Asphalt


Asphalt is a brown to black, high viscosity liquid or bitumen that consists almost entirely of carbon and hydrogen and has a low melting temperature. Natural asphalts form in oil-bearing rocks by evaporation of the volatiles. Asphalt has a low specific gravity and burns with a bright, hot flame. Asphalt is used for road surfacing, as a filler for joints in concrete, as a dust preventive, for roofing and water-proofing, in the rubber industry, in asphalt-based paints, and in the manufacture of asphalt flooring tile.

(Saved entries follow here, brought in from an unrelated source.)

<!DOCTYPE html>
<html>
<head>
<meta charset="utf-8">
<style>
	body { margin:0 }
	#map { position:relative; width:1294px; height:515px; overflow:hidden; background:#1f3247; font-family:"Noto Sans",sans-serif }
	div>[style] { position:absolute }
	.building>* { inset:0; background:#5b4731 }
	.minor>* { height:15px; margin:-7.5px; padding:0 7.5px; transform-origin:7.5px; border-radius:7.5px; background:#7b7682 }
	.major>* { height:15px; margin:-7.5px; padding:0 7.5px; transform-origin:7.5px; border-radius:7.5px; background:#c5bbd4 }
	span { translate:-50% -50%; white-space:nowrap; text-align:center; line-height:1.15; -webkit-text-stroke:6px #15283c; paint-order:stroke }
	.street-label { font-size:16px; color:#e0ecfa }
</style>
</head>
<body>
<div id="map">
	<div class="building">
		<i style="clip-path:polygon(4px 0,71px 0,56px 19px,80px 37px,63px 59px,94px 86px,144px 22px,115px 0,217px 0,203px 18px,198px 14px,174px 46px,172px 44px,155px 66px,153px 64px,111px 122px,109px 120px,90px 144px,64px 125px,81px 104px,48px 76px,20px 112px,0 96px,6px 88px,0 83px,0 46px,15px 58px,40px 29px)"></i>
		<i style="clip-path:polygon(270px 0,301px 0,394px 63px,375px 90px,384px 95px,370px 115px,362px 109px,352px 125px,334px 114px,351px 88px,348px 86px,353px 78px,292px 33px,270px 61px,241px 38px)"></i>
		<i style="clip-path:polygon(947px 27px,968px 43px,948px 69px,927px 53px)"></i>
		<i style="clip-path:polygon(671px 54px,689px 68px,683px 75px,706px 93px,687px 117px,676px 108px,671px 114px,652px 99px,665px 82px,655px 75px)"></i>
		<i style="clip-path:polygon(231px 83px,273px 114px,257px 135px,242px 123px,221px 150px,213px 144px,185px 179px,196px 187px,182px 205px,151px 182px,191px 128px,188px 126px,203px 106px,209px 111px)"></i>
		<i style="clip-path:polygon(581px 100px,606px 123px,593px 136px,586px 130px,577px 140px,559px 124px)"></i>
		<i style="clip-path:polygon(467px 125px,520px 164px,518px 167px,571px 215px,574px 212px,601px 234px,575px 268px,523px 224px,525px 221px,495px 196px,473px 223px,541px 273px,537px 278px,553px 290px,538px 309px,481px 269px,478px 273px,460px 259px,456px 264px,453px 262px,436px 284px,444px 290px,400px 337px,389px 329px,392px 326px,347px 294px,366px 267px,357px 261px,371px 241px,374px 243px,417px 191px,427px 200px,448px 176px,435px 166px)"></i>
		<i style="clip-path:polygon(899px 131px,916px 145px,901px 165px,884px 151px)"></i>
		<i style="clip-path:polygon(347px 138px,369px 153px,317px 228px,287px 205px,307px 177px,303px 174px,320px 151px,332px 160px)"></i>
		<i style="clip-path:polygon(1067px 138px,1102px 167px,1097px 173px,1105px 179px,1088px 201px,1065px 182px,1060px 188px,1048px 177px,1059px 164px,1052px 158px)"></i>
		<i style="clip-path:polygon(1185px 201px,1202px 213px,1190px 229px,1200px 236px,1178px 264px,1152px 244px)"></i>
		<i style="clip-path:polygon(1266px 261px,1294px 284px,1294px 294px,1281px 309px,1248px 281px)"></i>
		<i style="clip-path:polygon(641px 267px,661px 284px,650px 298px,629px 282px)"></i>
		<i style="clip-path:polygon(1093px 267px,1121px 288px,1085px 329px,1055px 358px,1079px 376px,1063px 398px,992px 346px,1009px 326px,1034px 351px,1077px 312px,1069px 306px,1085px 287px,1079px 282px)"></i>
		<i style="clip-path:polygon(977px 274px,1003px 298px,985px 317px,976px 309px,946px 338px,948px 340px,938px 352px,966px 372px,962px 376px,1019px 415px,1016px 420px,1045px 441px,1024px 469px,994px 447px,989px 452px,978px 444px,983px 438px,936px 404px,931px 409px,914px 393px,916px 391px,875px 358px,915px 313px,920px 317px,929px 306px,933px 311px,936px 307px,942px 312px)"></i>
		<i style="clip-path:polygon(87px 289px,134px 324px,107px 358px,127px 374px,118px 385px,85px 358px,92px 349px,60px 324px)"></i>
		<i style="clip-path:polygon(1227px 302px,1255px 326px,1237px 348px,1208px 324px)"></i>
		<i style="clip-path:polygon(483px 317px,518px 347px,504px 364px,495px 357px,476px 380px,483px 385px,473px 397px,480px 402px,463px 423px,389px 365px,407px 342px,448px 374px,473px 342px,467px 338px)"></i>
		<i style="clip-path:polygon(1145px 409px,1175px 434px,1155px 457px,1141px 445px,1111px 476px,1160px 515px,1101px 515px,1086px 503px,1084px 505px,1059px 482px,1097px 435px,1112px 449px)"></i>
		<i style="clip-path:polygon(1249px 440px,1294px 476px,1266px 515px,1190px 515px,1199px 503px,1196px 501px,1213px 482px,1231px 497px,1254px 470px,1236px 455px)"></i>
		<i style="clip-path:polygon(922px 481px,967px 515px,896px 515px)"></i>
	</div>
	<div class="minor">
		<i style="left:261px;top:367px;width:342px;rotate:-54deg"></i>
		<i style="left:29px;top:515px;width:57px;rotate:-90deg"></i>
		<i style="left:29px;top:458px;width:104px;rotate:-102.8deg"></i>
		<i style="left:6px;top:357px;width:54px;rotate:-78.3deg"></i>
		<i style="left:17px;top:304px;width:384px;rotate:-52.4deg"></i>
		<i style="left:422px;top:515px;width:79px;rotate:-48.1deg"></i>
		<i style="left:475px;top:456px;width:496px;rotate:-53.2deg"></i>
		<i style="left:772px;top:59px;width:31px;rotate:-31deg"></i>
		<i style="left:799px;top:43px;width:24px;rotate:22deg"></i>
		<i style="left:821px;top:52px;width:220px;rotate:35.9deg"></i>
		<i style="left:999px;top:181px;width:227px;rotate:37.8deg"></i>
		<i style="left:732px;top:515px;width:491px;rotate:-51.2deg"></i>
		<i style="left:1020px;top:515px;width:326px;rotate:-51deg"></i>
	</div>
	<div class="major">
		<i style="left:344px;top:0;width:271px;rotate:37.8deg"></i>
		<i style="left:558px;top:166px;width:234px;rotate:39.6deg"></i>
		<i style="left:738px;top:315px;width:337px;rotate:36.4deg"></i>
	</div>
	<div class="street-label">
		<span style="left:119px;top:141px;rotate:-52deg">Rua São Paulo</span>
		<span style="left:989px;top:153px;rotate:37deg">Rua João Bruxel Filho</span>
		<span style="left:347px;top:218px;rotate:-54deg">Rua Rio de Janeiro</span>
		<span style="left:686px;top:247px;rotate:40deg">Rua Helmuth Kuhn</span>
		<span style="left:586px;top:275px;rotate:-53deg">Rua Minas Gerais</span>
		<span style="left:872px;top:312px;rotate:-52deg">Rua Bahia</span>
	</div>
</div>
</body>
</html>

Asphaltic sand and gravel deposits are present in the Trinity Group (Cretaceous) in Pike and Howard Counties. Most deposits are very small, but may range up to 12 feet in thickness. Between 1900 and 1906, asphaltic sands were mined from open pits about 2.5 miles south of Pike in Pike County. Some 4,815 tons of asphaltic sand, valued at $22,368, was mined and shipped to Little Rock for use in street paving.

Essentially all asphalt now used in Arkansas consists of crude oil residues left over from the production of other petroleum products at refineries. None of the asphalt deposits in the state are presently being mined.


asphalt-industrial mineral

References

Hayes, C. W., 1903, Asphalt deposits of Pike County, Arkansas: U. S. Geological Survey Bulletin 213, p. 353-355.

Miser, H. D., and Purdue, A. H., 1918, Asphalt deposits and oil conditions in southwestern Arkansas: U. S. Geological Survey Bulletin 691, p. 271-292.

Miser, H. D., and Purdue, A. H., 1929, Geology of the DeQueen and Caddo Gap quadrangles, Arkansas: U. S. Geological Survey Bulletin 808, 195 p.